The TextCoop Environment and Software
The TextCoop environment and software is developed by the ILPL group at IRIT as a result of an ANR-RNTL project. It develops annotation technologies for any natural language document (from the Web or from textual database) based on patterns or grammars. These grammars or patterns may include typographic, morphological, syntactic and semantic factors. It also introduces indexing techniques for procedural texts for information retrieval of question-answering. Annotations are defined at the pattern or rule levels and can be customized to dedicated tasks. TextCoop focuses on Procedural text annotation; it can be used to enrich such documents. At the moment, it correctly identifies and annotates:
- Relevant titles, and title hierarchy (crucial in Web texts),
- Instructions and instructional compounds,
- Pre-requisites of various forms,
- Warnings and advice, goal expressions, temporal marks,
- Various forms of explanation: illustrations, reformulation, definition, etc.
This software has been realized from a corpus of 8000 procedural texts ranging over 24 domains, including maintenance and do-it-yourself. At the moment, our tests, realized on 1200 texts show a precision of 0.97 (the factor that has been favored) and a recall of 0.80. The prototype is implemented in Perl and can process at the moment (including cleaning web texts) 300 Mo of texts per hour. The portability of the system to various domains is good since the patterns are essentially based on general purpose criteria.

Illustration: TextCoop architecture, integration into UIMA Norms/platform
From a software point of view, the TextCoop prototype is now evolving to become shortly a software component implemented in Java (with the support of the AVAMIP and the Région Midi-Pyrénées). It will include (see diagram below) or is being designed so that:
- An engine, based on the well-established JFLEX and JCUP Java tools, is the system kernel, with additional parameters to manage rule or patterns priorities, rule or pattern selection (for customization or views productions), etc.

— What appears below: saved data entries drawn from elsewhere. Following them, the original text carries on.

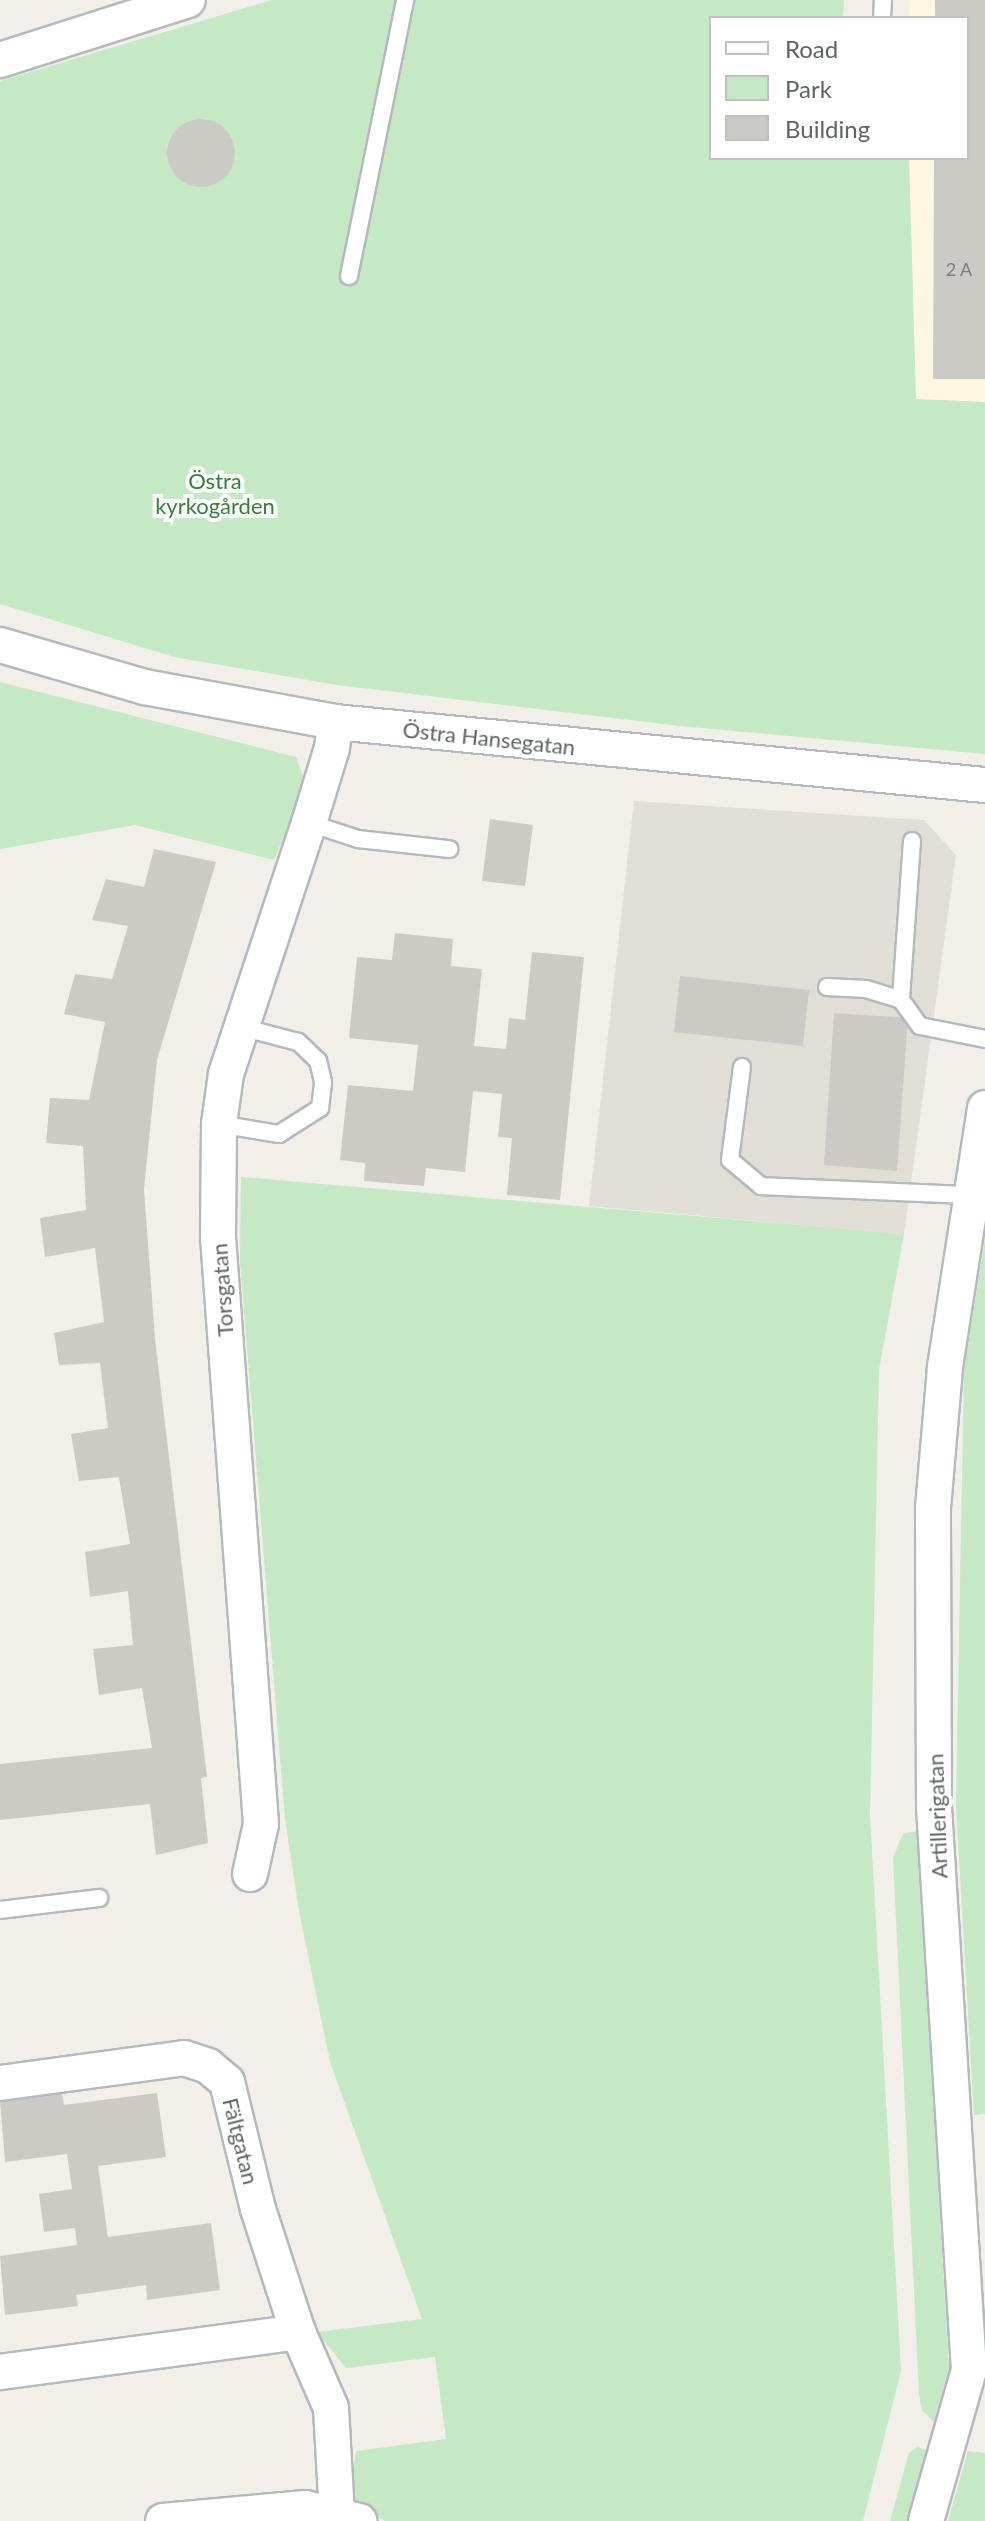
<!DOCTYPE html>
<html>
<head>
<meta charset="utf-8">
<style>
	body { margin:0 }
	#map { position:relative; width:985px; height:2521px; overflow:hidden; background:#f1efe8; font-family:Lato,sans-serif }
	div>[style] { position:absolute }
	.commercial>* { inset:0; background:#fef7e0 }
	.education>* { inset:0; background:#e1ded6 }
	.green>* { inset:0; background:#c5e8c5 }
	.building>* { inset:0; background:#cccac5 }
	.round { border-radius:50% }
	.roads { filter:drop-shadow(2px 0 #b5b8bc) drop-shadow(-2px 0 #b5b8bc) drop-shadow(0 2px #b5b8bc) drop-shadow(0 -2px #b5b8bc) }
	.lane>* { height:16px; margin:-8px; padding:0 8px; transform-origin:8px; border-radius:8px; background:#fff }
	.street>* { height:34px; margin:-17px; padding:0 17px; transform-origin:17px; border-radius:17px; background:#fff }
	span { translate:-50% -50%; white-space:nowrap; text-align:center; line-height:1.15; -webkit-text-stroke:8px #fff; paint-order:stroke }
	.number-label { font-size:18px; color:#7a7d7f }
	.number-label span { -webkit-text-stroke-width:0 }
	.park-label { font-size:22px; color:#348238 }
	.street-label { font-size:22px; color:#5f6368 }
	.legend { position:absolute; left:709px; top:16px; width:260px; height:144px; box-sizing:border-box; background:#fff; border:2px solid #bfc1c3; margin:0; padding:10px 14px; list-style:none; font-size:24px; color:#5f6368 }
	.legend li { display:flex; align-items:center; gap:16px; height:40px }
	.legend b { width:40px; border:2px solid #bfc1c3 }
</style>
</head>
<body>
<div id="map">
	<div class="commercial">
		<i style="clip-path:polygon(910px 0,985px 0,985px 402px,916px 400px,909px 158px,967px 158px,967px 18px,909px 18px)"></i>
	</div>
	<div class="education">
		<i style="clip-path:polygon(634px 801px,924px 820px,956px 855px,904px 1234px,589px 1206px)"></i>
	</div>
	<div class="green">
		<i style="clip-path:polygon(272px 0,844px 0,843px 18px,711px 18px,711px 158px,909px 158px,916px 399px,985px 402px,985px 754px,680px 726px,337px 685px,174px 657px,0 604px,0 81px)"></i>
		<i style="clip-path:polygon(0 682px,296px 757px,306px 784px,274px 860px,135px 825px,0 849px)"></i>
		<i style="clip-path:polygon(241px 1177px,904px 1234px,879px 1370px,870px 1815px,901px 2371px,863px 2521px,385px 2521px,347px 2500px,356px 2451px,446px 2439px,435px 2357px,346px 2368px,317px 2332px,422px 2319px,330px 2062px,299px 1911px,285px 1819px,240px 1261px)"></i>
		<i style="clip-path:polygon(985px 1239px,985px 2114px,974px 2115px,956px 1806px,964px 1370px)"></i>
		<i style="clip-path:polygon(917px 1831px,949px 2368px,934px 2422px,922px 2410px,919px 2394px,893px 1857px,903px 1834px)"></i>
		<i style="clip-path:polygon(917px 2447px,926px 2450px,927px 2461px,910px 2521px,890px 2521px,909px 2453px)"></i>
		<i style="clip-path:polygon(968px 2451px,985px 2453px,985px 2521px,948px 2521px)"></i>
	</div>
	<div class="building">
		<i style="clip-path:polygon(935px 0,985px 0,985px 379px,933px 379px,934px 158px,967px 158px,967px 18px,935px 18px)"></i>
		<i class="round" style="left:167px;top:119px;width:68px;height:68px"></i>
		<i style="clip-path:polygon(490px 819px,533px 825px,525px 886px,482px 881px)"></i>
		<i style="clip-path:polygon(154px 849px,216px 862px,157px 1060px,144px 1189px,155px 1339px,207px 1777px,201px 1778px,208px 1843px,156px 1855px,150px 1804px,0 1820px,0 1764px,152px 1748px,142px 1688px,99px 1695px,93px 1649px,133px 1645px,128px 1591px,90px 1597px,85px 1552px,130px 1544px,119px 1477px,79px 1481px,71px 1434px,108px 1428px,100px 1363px,59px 1365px,54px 1333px,104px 1322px,95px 1248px,45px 1257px,40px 1218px,86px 1210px,83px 1146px,46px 1143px,50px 1098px,89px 1100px,105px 1022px,64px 1014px,75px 974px,112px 979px,128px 926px,92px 920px,106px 879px,144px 887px)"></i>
		<i style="clip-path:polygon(395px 933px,453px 939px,451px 966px,482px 969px,474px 1046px,506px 1049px,509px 1018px,525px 1020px,532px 952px,584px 957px,560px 1200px,507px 1195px,512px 1138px,498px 1137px,502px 1094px,473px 1091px,465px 1172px,426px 1168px,424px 1186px,364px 1181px,365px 1163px,340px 1160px,348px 1085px,413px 1091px,418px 1045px,349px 1038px,357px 957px,392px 960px)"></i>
		<i style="clip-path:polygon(680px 976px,809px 990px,803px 1046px,674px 1032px)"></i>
		<i style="clip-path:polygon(834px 1013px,908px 1018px,897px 1171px,824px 1165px)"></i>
		<i style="clip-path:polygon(62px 2093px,64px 2105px,157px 2093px,166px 2157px,98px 2166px,108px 2237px,211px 2223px,220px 2290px,147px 2300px,146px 2285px,76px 2295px,78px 2306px,5px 2315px,0 2256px,77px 2245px,75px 2228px,44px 2232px,39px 2194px,72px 2189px,67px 2154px,5px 2162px,0 2101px)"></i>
	</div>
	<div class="roads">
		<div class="lane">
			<i style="left:882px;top:18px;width:18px;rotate:-87deg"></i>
			<i style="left:349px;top:276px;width:282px;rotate:-78.5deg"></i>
			<i style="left:309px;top:823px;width:52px;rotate:18.1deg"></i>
			<i style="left:358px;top:839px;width:92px;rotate:6.3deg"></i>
			<i style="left:912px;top:841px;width:159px;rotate:94deg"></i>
			<i style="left:901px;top:1000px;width:32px;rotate:54deg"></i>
			<i style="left:920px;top:1026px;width:66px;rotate:11.3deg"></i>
			<i style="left:827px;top:987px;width:39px;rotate:3deg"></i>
			<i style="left:866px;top:989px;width:37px;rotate:17deg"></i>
			<i style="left:742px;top:1067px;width:94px;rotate:97.4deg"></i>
			<i style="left:730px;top:1160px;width:40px;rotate:40deg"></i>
			<i style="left:761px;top:1186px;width:209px;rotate:2.5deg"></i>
			<i style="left:219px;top:1124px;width:61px;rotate:9.5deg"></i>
			<i style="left:279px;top:1134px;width:49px;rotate:-32.4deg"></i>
			<i style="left:320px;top:1108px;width:26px;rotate:-83deg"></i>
			<i style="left:323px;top:1082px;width:22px;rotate:-103deg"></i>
			<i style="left:318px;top:1061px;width:28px;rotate:-136deg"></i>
			<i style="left:298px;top:1042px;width:59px;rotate:-165.3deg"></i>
			<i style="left:0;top:1910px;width:100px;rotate:-6.9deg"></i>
		</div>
		<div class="street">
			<i style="left:0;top:60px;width:197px;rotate:-17.7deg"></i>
			<i style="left:0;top:645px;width:151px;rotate:16.2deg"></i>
			<i style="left:145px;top:687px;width:193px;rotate:10.4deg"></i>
			<i style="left:335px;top:722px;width:653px;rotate:5.54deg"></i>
			<i style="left:250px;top:1874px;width:51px;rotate:-77.6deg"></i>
			<i style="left:261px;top:1824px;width:589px;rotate:-94.19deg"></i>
			<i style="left:218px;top:1237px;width:113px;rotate:-89.5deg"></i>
			<i style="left:219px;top:1124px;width:50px;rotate:-82deg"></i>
			<i style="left:226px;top:1074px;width:264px;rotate:-71.7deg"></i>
			<i style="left:309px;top:823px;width:78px;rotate:-73deg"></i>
			<i style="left:332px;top:748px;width:26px;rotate:-83deg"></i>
			<i style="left:0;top:2083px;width:186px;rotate:-7.7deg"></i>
			<i style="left:184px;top:2058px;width:25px;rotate:18deg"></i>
			<i style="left:208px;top:2066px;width:25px;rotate:40deg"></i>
			<i style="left:227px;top:2082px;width:131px;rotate:76.3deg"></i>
			<i style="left:258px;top:2209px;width:129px;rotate:72deg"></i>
			<i style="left:298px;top:2332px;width:83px;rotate:66.5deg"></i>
			<i style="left:331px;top:2408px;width:106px;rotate:86.8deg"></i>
			<i style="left:0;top:2372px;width:301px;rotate:-7.6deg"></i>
			<i style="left:163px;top:2521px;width:143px;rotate:-5.2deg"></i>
			<i style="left:305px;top:2508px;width:56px;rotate:13.5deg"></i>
			<i style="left:926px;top:2521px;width:157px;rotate:-74.1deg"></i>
			<i style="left:969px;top:2370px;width:564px;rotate:-93.56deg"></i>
			<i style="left:934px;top:1807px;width:299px;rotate:-90.2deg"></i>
			<i style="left:933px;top:1508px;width:142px;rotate:-85.1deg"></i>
			<i style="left:945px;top:1367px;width:262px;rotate:-81.2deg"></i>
		</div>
	</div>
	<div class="number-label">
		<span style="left:959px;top:269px">2 A</span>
	</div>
	<div class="park-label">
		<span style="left:215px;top:493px">Östra<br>kyrkogården</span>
	</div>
	<div class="street-label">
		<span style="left:489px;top:738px;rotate:6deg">Östra Hansegatan</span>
		<span style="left:222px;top:1290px;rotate:-94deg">Torsgatan</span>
		<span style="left:937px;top:1816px;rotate:-92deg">Artillerigatan</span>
		<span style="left:241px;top:2141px;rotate:76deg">Fältgatan</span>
	</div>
	<ul class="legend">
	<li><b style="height:10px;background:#fff"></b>Road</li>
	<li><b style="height:22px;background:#c5e8c5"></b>Park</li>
	<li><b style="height:22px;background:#cccac5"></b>Building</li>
	</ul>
</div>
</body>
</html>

- The input documents can be a priori any type of Web page (with a parameterized cleaning software), or any kind of XML documents from textual databases, the output is the original document augmented with the annotations required,
- TextCoop is designed to accept as input modules a large variety of lexicon and ontology formats (including OWL and variants) when required by the patterns or grammars. These resources are automatically compiled in JFLEX format.
- It will have an administrator and a user interface so that the system parameters can be managed and extended and so that new data (rules, patterns, lexical entries, ontological data, etc.) can be added and tested in a principled and reliable way. Similarly a non-regression test bed is being introduced to facilitate evaluations and controls for example in development or customization contexts. The rule format, close to logical expressions, will allow for the integration of inference rules (common-sense or based on domain ontology).
With the aim of allowing for an easy integration into large industrial systems, it will be embedded into the UIMA framework and its I/O parameters will be made UIMA compliant.
Schedule
- May 2005 - Sept 2010
Support
- ANR-RNTL
Partners
- Sinequa, LIPN
- EADS
Software
Some components will be freeware, while others may be payware.